3 July 2024

Trump the Realist The Former President Understands the Limits of American Power

Andrew Byers and Randall L. Schweller

The structure of unipolarity that began with the collapse of the Soviet Union bestowed the United States with enormous, unchecked power. The United States became the first country in history with no peer or near-peer competitors. It became the only one with influence in every region of the world and the only one to unquestionably dominate its own neighborhood. By 1992, the United States may have been the most powerful country in every major global theater.
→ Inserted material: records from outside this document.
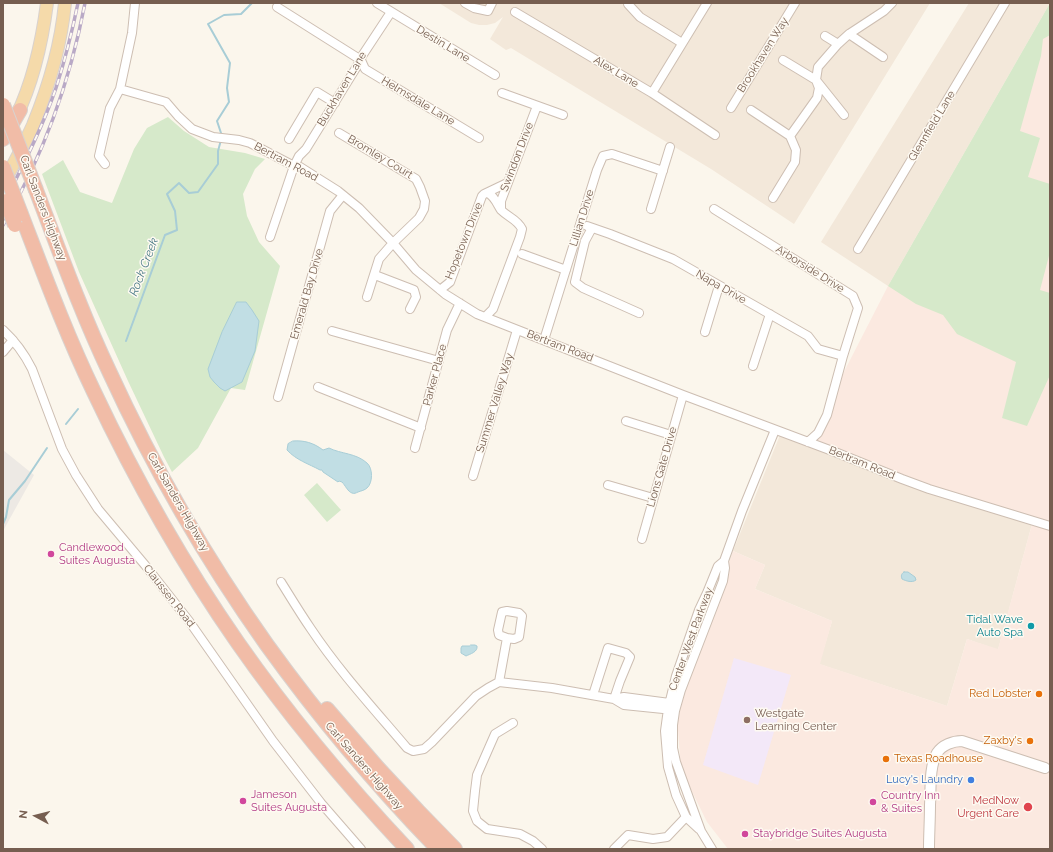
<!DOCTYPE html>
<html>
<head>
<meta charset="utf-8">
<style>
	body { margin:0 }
	#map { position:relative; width:1053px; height:852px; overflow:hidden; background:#fbf6ec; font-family:Raleway,sans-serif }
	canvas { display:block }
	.frame { position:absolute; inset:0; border:4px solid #765e50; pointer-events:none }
	.north { position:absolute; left:16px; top:796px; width:40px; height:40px; -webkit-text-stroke:3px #fefaf2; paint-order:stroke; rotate:277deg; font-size:11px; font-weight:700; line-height:16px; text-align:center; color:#765e50 }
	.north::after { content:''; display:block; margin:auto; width:14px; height:18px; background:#765e50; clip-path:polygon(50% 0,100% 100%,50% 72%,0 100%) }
</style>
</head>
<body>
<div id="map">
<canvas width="1053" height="852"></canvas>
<div class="frame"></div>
<div class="north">N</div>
</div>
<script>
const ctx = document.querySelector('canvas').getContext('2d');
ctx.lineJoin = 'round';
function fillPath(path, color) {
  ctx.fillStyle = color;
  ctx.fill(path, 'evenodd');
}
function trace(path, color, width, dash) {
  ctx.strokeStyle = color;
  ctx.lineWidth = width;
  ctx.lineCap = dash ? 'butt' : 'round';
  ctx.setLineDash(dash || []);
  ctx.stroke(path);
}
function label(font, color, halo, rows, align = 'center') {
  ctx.font = font + ' Raleway,sans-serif';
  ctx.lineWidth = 3;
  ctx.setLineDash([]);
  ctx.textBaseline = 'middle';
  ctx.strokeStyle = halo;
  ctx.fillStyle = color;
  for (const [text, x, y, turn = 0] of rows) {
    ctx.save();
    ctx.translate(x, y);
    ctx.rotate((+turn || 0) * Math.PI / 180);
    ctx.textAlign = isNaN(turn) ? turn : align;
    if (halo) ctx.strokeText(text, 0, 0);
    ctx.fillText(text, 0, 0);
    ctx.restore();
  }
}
fillPath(new Path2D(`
	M439,3H930L794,224L711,169L511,48L506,50L490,39L503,17L495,23L487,25H479L471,23Z
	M969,3H1050L888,286L821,242Z
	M780,435L1032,524L998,650L967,639L947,706L819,664L832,621L755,589L765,565L733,551Z`), '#f3e8da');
fillPath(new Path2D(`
	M1050,3V849H728L707,822L681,769L677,717L684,687L733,551L765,565L755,589L832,621L820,664L947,706L967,639L998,649L1032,524L808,442L888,286Z`), '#fbe9e0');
fillPath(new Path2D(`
	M3,450L34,475L3,531Z`), '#ede9e4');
fillPath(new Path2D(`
	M734,658L791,675L758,785L703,765Z`), '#f3e8f8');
fillPath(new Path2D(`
	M1050,3V35L1043,39L1041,56L1020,131L1040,138L1028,177L1050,184V252L1040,290L1050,293V375L1027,426L1002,418L1016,362L957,334L943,315L916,304L888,286Z
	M168,117L184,131L209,147L245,153L265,159L255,169L243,194L247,216L259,242L280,266L245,390L231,388L198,448L172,472L164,457L128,381L79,272L42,174L63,160L80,192L112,203L134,149L147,128Z
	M317,483L341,510L327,522L304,495Z`), '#d6e9ca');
const water = new Path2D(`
	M237,302H246L252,310L259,321L255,351L242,382L225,391L220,388L214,382L210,377L208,369L222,332Z
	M293,441C304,440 314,443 323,450L329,448C341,454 356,453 367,463C373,468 373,483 367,488C365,490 361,491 358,492C356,493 354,494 352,493C348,492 345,485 342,482L339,481L338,482L323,472L322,470H320C309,464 296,460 287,450L288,444Z
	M904,572H908L915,577L916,580C912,583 906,581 902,579C901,576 901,574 904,572Z
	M471,645H475L477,646C478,652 470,654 466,656L461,653V648L462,646H469Z`);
fillPath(water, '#c1dee4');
trace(water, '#a8cdd6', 1);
trace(new Path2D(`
	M222,136L217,121L229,102L227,88L230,63L208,24L224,15L241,14L252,3
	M126,341L165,235L177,230L175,211L167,194L179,183L189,193L198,192L218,164V151L221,140
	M66,424L78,409
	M3,524L6,517L9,500L25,481L47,448`), '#a8cdd6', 2);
const minor = new Path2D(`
	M377,3L495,75
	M465,3L474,8L488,11L492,3
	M628,3V4L640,17L682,43
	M277,7L361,60L365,69L479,138
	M515,12L652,93L715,135
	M849,34L883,57
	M825,36L838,44
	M783,60L816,80L844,115
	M120,89L166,102L178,116L192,129L213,137L239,140L250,143L294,166L300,167L338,191L359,208L393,243L416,270L445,294L477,314L683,395L835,452L902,479L929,489L1050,526
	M502,93L563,115
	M652,93L707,3
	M731,108L795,3
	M751,110L790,136
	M339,133L416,179L420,187L425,201L424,209L419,218L393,243L379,259L367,297
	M289,139L317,92L335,103
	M105,164L99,156L110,108L120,89L132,33L135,3
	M773,198L795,162L796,150L790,136L817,98L819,88L816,80L818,67L838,44L849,34L884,11L892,3
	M501,209V201L537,106
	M651,209L670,147
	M714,209L853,296L858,308L843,356L827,415L818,433L808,442
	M587,226L610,234L673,259L808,336L818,349L843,356
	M592,228L585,241L575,282L583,288L639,313
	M270,237L294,166L299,156L306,149L359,63L362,56L391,12
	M858,249L1005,3
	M522,254L566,270
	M375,275L414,290L416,297L410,309
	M440,290L450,282L482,196L484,194L507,183
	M485,317L493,309L520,237L522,229C517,219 509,218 501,210C497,204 494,195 487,193
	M3,330C16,342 24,353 32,369L62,449L76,475L98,509L145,565L189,621L273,741L321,803L361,849
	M332,331L439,361
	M705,332L719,286
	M544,340L597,170L603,156L612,154L663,171
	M3,352L13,340
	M753,366L770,314
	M318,387L421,428
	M278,397L330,211L343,195
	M626,421L671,435
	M415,448L447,330L460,303
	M473,476L517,330
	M608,485L653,498
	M642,539L683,395
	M281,582C291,598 300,613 311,629C339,671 374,709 407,748L413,751L424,749L432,742L476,696L488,688L499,682L552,688L614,699L624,697L677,704
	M499,682L507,638L499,635L498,630L502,612L507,611L519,613L522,616L519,637L514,639L507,638
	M593,695L608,648L626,653L630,657L620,681L614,699
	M614,699L624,705L673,710
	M513,723L495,734L477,775L475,791L473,811L477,821L487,829L520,834L533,841L542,849
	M699,829L686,817L676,795L668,767L665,731L668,709L676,676L699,610L707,593L718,566L724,561
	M614,849L628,835L653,839L667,837L686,817
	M712,849L701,831L676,762L673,748V725L675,711L681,690L723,581L725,568L724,561L742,511L775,430`);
const tertiary = new Path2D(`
	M929,849C929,834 930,820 930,805C931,789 929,767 937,753C942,745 953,741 962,741L1045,768`);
const primary = new Path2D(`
	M16,117C33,82 42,42 47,3
	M4,183C13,164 24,145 33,125C49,86 61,45 65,3`);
const motorway = new Path2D(`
	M3,139L20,110
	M36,190C59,250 81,312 109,371C153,467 206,559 267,645C319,717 376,785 438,849
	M21,214C44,274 66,334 94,392C135,479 183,564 238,643C289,716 346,784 407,849
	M327,709L378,768L418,811L455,849`);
trace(minor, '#cdbeb2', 10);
trace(tertiary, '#cdbeb2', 12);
trace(primary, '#d9d2ce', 14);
trace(motorway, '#d9d2ce', 16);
trace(minor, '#fff', 8);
trace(tertiary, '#fff', 10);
trace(primary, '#f5daaa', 12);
trace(motorway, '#f1bca7', 14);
const rail = new Path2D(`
	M3,205C22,167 42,129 56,88C65,60 72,32 78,3
	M3,225C43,156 70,82 85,3`);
trace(rail, '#b9a9c6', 3.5);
trace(rail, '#fefaf2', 2, [6]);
const motorwayBridge = new Path2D(`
	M3,105L36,190
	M3,167L21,214
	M6,201L15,225`);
trace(motorwayBridge, '#d9d2ce', 16, []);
trace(motorwayBridge, '#f1bca7', 14);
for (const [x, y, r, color] of [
	[51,554,4,"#d1479c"],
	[1031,626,4,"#0f9aa8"],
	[1039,694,4,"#e8710a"],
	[747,720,4,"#8d6e63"],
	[1030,741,4,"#e8710a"],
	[886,759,4,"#e8710a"],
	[971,780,4,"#3f7fe0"],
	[243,801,4,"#d1479c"],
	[873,802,4,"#d1479c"],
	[1028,807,5,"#e0444e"],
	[745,834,4,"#d1479c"]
]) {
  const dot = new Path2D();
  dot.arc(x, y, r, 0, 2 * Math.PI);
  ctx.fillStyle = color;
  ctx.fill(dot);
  trace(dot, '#fefaf2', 1.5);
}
label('11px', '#765e50', '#fefaf2', [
	["Destin Lane",443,44,31],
	["Brookhaven Way",763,55,-58],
	["Alex Lane",616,72,31],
	["Buckhaven Lane",342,89,-59],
	["Helmsdale Lane",418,101,31],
	["Glennfield Lane",932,126,-59],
	["Bromley Court",380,157,31],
	["Swindon Drive",517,157,-69],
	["Bertram Road",286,162,28],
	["Carl Sanders Highway",43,208,69],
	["Lillian Drive",582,218,-73],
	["Hopetown Drive",464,241,-68],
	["Arborside Drive",810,269,32],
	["Napa Drive",721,287,30],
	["Emerald Bay Drive",307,294,-74],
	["Bertram Road",560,346,21],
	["Parker Place",435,375,-75],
	["Summer Valley Way",495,403,-73],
	["Bertram Road",862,463,22],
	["Lions Gate Drive",662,467,-74],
	["Carl Sanders Highway",178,502,60],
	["Claussen Road",169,596,52],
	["Center West Parkway",691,639,-70],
	["Carl Sanders Highway",364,766,49]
]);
label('11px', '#b23c85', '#fefaf2', [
	["Candlewood",59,548],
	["Suites Augusta",59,561],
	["Jameson",251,795],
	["Suites Augusta",251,808],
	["Country Inn",881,796],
	["& Suites",881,809],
	["Staybridge Suites Augusta",753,834]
], 'left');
label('11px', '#0d838f', '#fefaf2', [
	["Tidal Wave",1023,620],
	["Auto Spa",1023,633]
], 'right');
label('11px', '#c56008', '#fefaf2', [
	["Red Lobster",1031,694],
	["Zaxby's",1022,741],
	["Texas Roadhouse",894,759,"left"]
], 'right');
label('11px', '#785e54', '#fefaf2', [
	["Westgate",755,714],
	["Learning Center",755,727]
], 'left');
label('11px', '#366cbe', '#fefaf2', [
	["Lucy's Laundry",963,780]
], 'right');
label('11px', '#be3a42', '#fefaf2', [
	["MedNow",1019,801],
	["Urgent Care",1019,814]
], 'right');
label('italic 12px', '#4a7b87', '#fefaf2', [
	["Rock Creek",144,267,-69]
]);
</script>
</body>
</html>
For American officials, the natural temptation was to use this moment to expand the United States’ global influence. Drunk with power, Washington doggedly enlarged NATO into eastern Europe, paying little heed to Russian concerns about Western encroachment. It broadened its embrace of economic openness, supporting the creation of the World Trade Organization in 1995, despite the potential threat its compulsory dispute settlement posed to national sovereignty. It also backed China’s membership in the organization in 2001. In the eyes of U.S. policymakers, this expansionist campaign was not just good for their country but also good for the world. Washington, like all hegemons, convinced itself that the world order it was creating was universally preferred to all others. It began to pursue what the international relations scholar Arnold Wolfers called “milieu goals,” or goals designed to make the world better conform to one country’s values.